**TO DO**
Beginning with the opening line, set down each line of the material below exactly, stopping once the line with "Enumerate all labels, markers" is done.

**STORED DATA**
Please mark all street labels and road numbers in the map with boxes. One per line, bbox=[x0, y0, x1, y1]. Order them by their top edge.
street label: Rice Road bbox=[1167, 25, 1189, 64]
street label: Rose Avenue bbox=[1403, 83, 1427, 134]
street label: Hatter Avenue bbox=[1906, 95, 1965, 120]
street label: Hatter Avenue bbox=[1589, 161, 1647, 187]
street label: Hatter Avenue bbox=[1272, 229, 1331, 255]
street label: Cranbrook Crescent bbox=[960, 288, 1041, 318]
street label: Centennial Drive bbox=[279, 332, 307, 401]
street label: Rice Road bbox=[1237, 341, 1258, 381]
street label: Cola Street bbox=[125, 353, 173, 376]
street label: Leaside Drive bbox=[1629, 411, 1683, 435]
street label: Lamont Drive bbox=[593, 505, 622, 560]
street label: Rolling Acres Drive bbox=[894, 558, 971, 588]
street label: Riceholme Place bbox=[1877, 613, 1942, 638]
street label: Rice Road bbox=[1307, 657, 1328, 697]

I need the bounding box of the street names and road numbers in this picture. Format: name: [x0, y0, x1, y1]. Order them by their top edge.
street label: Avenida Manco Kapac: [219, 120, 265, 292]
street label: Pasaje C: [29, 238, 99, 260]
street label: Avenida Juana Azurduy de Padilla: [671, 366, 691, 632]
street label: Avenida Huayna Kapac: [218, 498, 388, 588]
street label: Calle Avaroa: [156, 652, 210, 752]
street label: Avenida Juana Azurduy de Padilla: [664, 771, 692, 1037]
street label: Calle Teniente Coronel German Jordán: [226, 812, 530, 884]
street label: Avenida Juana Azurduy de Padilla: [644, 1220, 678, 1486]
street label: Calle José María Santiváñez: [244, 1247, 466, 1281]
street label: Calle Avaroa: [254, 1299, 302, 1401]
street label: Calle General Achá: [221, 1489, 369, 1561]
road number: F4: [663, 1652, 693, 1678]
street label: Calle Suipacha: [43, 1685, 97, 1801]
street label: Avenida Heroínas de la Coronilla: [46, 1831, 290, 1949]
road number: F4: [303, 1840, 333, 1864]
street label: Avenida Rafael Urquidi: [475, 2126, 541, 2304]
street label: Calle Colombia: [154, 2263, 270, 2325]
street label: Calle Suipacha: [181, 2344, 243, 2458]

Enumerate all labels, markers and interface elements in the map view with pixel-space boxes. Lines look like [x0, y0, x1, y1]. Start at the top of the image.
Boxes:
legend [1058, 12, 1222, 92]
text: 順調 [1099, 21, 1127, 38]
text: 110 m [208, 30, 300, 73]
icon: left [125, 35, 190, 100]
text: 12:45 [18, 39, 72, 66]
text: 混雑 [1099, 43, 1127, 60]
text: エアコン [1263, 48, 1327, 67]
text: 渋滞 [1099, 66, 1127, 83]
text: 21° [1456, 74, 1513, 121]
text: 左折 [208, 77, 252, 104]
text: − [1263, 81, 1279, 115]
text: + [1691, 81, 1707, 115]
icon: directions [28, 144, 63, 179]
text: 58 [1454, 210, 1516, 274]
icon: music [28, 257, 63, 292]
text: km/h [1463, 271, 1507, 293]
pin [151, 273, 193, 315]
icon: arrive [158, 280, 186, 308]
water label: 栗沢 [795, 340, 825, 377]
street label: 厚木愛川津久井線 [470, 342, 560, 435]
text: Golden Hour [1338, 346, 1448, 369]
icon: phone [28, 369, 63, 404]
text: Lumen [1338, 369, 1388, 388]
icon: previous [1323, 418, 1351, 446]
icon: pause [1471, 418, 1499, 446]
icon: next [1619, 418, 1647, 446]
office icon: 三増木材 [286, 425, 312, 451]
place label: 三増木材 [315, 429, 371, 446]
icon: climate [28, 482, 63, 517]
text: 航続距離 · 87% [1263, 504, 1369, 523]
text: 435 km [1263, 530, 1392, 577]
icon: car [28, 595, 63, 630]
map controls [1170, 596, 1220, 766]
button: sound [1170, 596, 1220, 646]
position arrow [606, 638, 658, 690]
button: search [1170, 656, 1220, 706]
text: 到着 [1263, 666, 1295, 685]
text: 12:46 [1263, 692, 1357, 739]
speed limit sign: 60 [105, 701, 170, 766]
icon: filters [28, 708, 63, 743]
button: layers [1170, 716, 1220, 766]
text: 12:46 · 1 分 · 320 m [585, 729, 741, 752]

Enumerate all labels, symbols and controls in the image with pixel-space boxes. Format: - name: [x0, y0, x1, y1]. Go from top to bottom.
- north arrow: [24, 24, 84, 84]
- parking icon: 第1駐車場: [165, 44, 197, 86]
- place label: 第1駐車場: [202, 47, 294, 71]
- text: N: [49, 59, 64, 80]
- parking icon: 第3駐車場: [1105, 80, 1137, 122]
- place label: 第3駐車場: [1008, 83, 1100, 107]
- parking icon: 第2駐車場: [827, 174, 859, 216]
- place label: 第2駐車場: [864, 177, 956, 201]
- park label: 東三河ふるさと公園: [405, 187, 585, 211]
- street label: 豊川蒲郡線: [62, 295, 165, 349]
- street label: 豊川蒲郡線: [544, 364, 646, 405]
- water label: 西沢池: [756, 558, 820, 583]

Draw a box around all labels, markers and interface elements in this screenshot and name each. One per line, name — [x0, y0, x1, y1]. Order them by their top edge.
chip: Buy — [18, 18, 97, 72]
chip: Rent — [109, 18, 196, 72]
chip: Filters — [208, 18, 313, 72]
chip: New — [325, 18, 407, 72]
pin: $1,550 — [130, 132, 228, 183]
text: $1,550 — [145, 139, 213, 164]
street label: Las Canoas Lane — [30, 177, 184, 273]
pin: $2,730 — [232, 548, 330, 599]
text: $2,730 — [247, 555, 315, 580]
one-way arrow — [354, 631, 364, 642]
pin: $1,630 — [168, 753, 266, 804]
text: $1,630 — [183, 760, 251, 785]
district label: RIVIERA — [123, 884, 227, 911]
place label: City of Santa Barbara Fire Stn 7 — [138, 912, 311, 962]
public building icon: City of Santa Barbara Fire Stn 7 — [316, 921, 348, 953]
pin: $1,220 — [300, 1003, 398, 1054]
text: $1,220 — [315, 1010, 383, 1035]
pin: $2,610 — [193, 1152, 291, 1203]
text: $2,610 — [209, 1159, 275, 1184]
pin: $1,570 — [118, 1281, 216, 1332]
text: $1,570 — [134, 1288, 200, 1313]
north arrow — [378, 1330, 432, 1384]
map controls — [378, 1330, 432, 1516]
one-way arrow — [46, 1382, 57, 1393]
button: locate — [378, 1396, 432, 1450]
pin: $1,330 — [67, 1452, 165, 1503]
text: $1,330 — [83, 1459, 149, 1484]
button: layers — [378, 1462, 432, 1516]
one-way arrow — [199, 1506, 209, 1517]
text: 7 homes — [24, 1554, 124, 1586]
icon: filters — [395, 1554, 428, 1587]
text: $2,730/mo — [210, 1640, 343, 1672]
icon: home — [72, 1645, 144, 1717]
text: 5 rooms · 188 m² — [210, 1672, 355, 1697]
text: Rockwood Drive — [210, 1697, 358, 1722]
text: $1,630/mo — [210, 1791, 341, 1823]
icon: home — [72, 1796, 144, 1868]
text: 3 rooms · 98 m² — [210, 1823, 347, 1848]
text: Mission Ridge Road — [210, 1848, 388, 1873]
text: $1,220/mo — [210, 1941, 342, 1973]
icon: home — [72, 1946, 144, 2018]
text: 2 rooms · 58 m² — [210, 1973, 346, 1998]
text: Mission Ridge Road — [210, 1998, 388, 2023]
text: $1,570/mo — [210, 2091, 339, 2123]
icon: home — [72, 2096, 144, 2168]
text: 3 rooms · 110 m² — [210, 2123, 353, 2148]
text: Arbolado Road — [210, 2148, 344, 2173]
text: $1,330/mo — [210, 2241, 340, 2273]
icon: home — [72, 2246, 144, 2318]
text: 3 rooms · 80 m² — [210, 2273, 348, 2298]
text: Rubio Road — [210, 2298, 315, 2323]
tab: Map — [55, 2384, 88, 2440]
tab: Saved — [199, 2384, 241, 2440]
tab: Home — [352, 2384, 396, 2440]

**WRITTEN ANSWER**
Please mark all street labels and road numbers in the map with boxes. One per line, bbox=[x0, y0, x1, y1]. Order them by their top edge.
street label: Rice Road bbox=[1167, 25, 1189, 64]
street label: Rose Avenue bbox=[1403, 83, 1427, 134]
street label: Hatter Avenue bbox=[1906, 95, 1965, 120]
street label: Hatter Avenue bbox=[1589, 161, 1647, 187]
street label: Hatter Avenue bbox=[1272, 229, 1331, 255]
street label: Cranbrook Crescent bbox=[960, 288, 1041, 318]
street label: Centennial Drive bbox=[279, 332, 307, 401]
street label: Rice Road bbox=[1237, 341, 1258, 381]
street label: Cola Street bbox=[125, 353, 173, 376]
street label: Leaside Drive bbox=[1629, 411, 1683, 435]
street label: Lamont Drive bbox=[593, 505, 622, 560]
street label: Rolling Acres Drive bbox=[894, 558, 971, 588]
street label: Riceholme Place bbox=[1877, 613, 1942, 638]
street label: Rice Road bbox=[1307, 657, 1328, 697]

I need the bounding box of the street names and road numbers in this picture. Format: name: [x0, y0, x1, y1]. Order them by their top edge.
street label: Avenida Manco Kapac: [219, 120, 265, 292]
street label: Pasaje C: [29, 238, 99, 260]
street label: Avenida Juana Azurduy de Padilla: [671, 366, 691, 632]
street label: Avenida Huayna Kapac: [218, 498, 388, 588]
street label: Calle Avaroa: [156, 652, 210, 752]
street label: Avenida Juana Azurduy de Padilla: [664, 771, 692, 1037]
street label: Calle Teniente Coronel German Jordán: [226, 812, 530, 884]
street label: Avenida Juana Azurduy de Padilla: [644, 1220, 678, 1486]
street label: Calle José María Santiváñez: [244, 1247, 466, 1281]
street label: Calle Avaroa: [254, 1299, 302, 1401]
street label: Calle General Achá: [221, 1489, 369, 1561]
road number: F4: [663, 1652, 693, 1678]
street label: Calle Suipacha: [43, 1685, 97, 1801]
street label: Avenida Heroínas de la Coronilla: [46, 1831, 290, 1949]
road number: F4: [303, 1840, 333, 1864]
street label: Avenida Rafael Urquidi: [475, 2126, 541, 2304]
street label: Calle Colombia: [154, 2263, 270, 2325]
street label: Calle Suipacha: [181, 2344, 243, 2458]

Enumerate all labels, markers and interface elements in the map view with pixel-space boxes. Lines look like [x0, y0, x1, y1]. Start at the top of the image.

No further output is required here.